Du coup, cette découverte réécrit l’histoire ?

Oui et chaque découverte modifie l’histoire, ou plutôt modifie ce que nous pensons être l’histoire.

 

Sur le Pacifique, reste-t-il beaucoup de questions en suspens ? Des découvertes à faire ?

Dans ma spécialité, je pense que oui. Si l’on s’intéresse aux sépultures les plus anciennes, celles datées d’avant le Christ – donc, d’il y a plus de 2000 ans – on en connaît très peu.
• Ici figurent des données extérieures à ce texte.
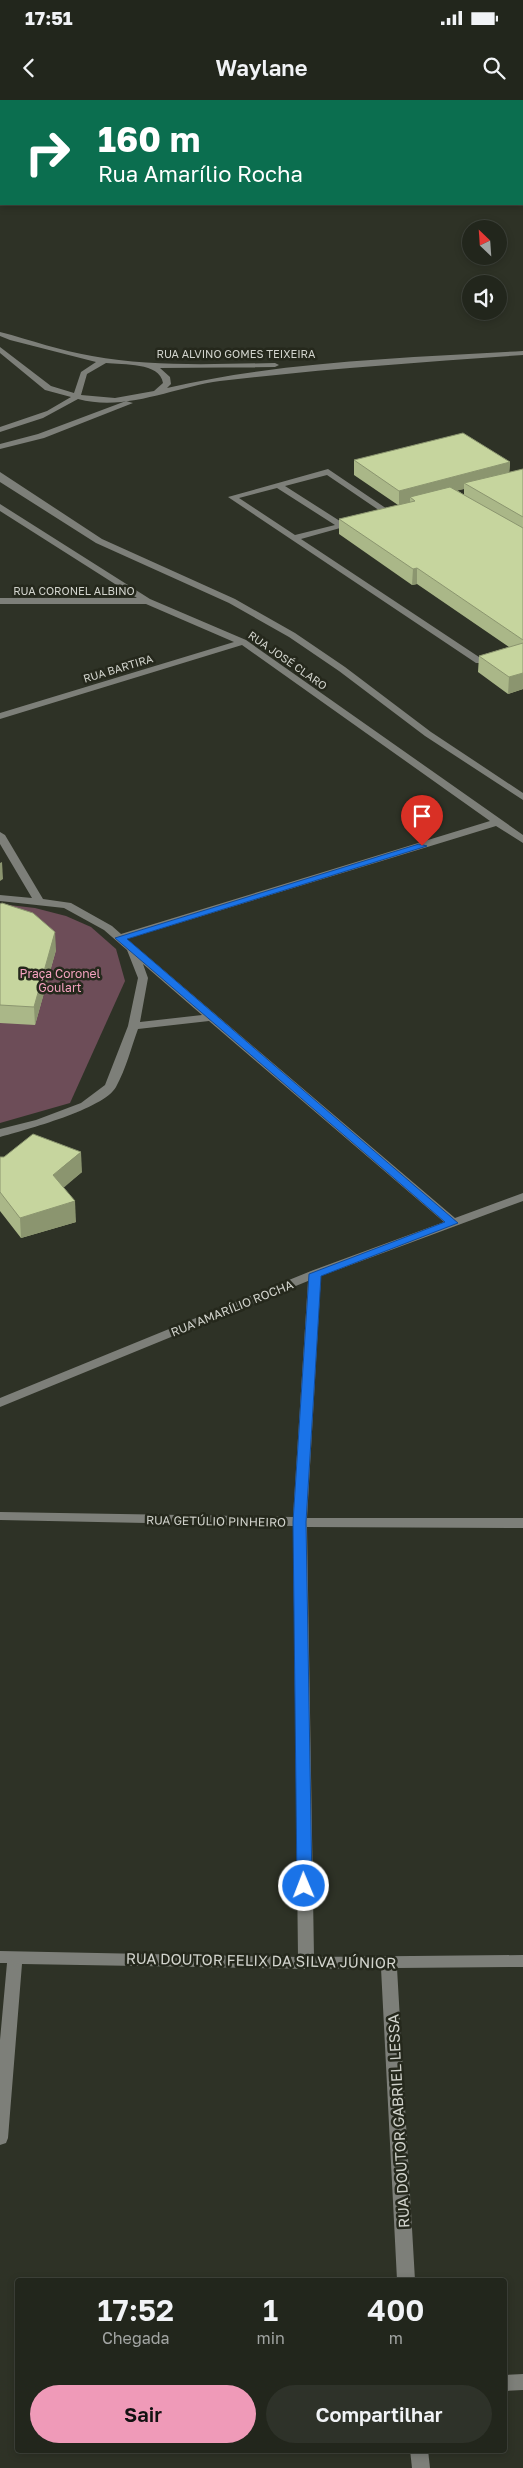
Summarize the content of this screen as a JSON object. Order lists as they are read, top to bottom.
{
  "streets": {
    "street": [
      "RUA ALVINO GOMES TEIXEIRA",
      "RUA CORONEL ALBINO",
      "RUA JOSÉ CLARO",
      "RUA BARTIRA",
      "RUA AMARÍLIO ROCHA",
      "RUA GETÚLIO PINHEIRO",
      "RUA DOUTOR FELIX DA SILVA JÚNIOR",
      "RUA DOUTOR GABRIEL LESSA"
    ]
  },
  "crossings": [
    ["RUA CORONEL ALBINO", "RUA JOSÉ CLARO"],
    ["RUA JOSÉ CLARO", "RUA BARTIRA"],
    ["RUA DOUTOR FELIX DA SILVA JÚNIOR", "RUA DOUTOR GABRIEL LESSA"]
  ],
  "parks": ["Praça Coronel Goulart"],
  "north": "top left",
  "page": {
    "status": "17:51",
    "header": "Waylane",
    "turn": ["160 m", "Rua Amarílio Rocha"],
    "eta": [
      "17:52",
      "Chegada",
      "1",
      "min",
      "400",
      "m"
    ],
    "buttons": ["Sair", "Compartilhar"]
  }
}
Pourtant c’est là que l’on aura une source d’informations extrêmement précieuse pour discuter de sujets qui passionnent encore aujourd’hui tout le monde : quelle est l’origine des Polynésiens ? Qui sont les Mélanésiens ? Qui sont les Micronésiens ? Nous avons de multiples interrogations aujourd’hui encore.

J’espère que l’on pourra un jour répondre à ces questions de manière scientifique. Mais, pour cela, il faut avoir une base documentaire importante qui est, pour moi, le squelette.

 

Comment sont perçues les fouilles sur des sites funéraires par la population ? Le rapport à la mort, aux ancêtres a-t-il une influence ?
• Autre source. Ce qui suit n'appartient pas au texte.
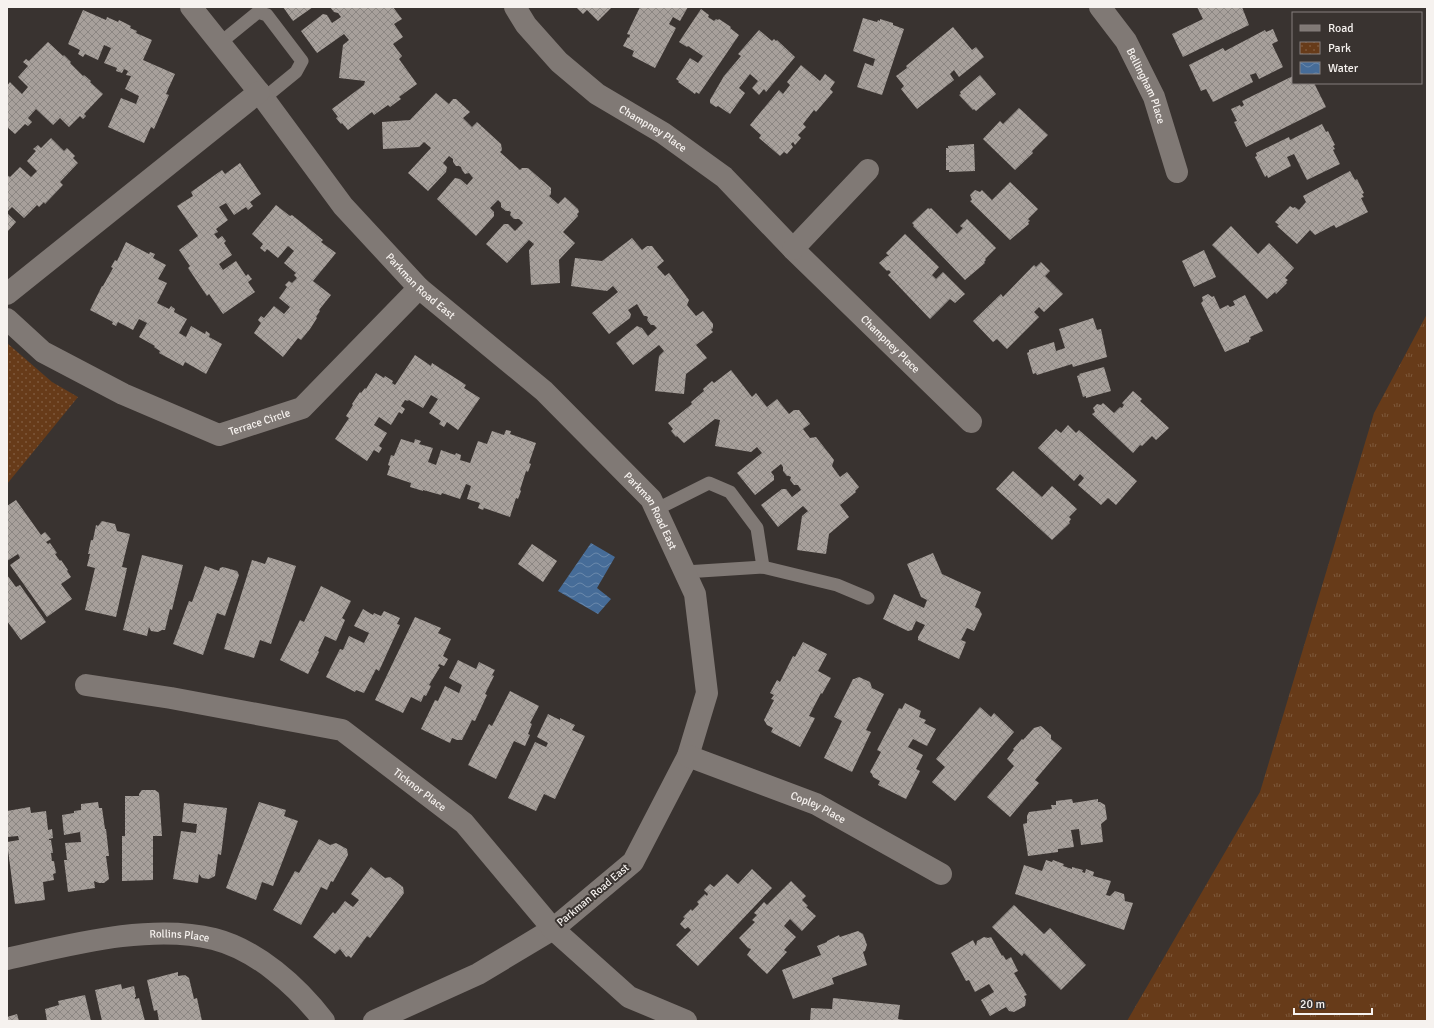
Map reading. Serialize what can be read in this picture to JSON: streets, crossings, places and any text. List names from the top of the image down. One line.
{"streets":{"street":["Bellingham Place","Champney Place","Parkman Road East","Terrace Circle","Ticknor Place","Copley Place","Rollins Place"]},"crossings":[["Parkman Road East","Terrace Circle"],["Parkman Road East","Ticknor Place"],["Parkman Road East","Copley Place"]],"legend":["Road","Park","Water"],"scale_bar":"20 m"}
C’est variable suivant les pays, suivant l’ancienneté du site étudié. Si je prends l’exemple du Vanuatu, le pays était extrêmement fier d’avoir permis la découverte de ce groupe Lapita. Pour eux, c’est formidable. Sinon, c’est toujours du cas par cas. C’est discuté avec les propriétaires du terrain, les familles qui vivent sur place. On ne travaille pas sur un site sans leur accord. Parfois on a l’autorisation de fouiller, mais pas d’extraire les squelettes, donc on les laisse en place et on referme une fois le travail terminé, on ne prend qu’un échantillon pour les analyses.

 

Vous avez déjà participé à des fouilles en Polynésie française ?

Oui, je suis venue la première fois en 2002 pour travailler avec l’archéologue Pierre Ottino, aux Marquises. Mais la Polynésie reste marginale dans mes recherches.

 

 

*ARSCAN : Archéologies et Sciences de l’Antiquité

** La civilisation Lapita serait née de la première implantation des populations de langues austronésiennes dans le Pacifique sud-ouest dès le milieu du deuxième millénaire avant J.-C.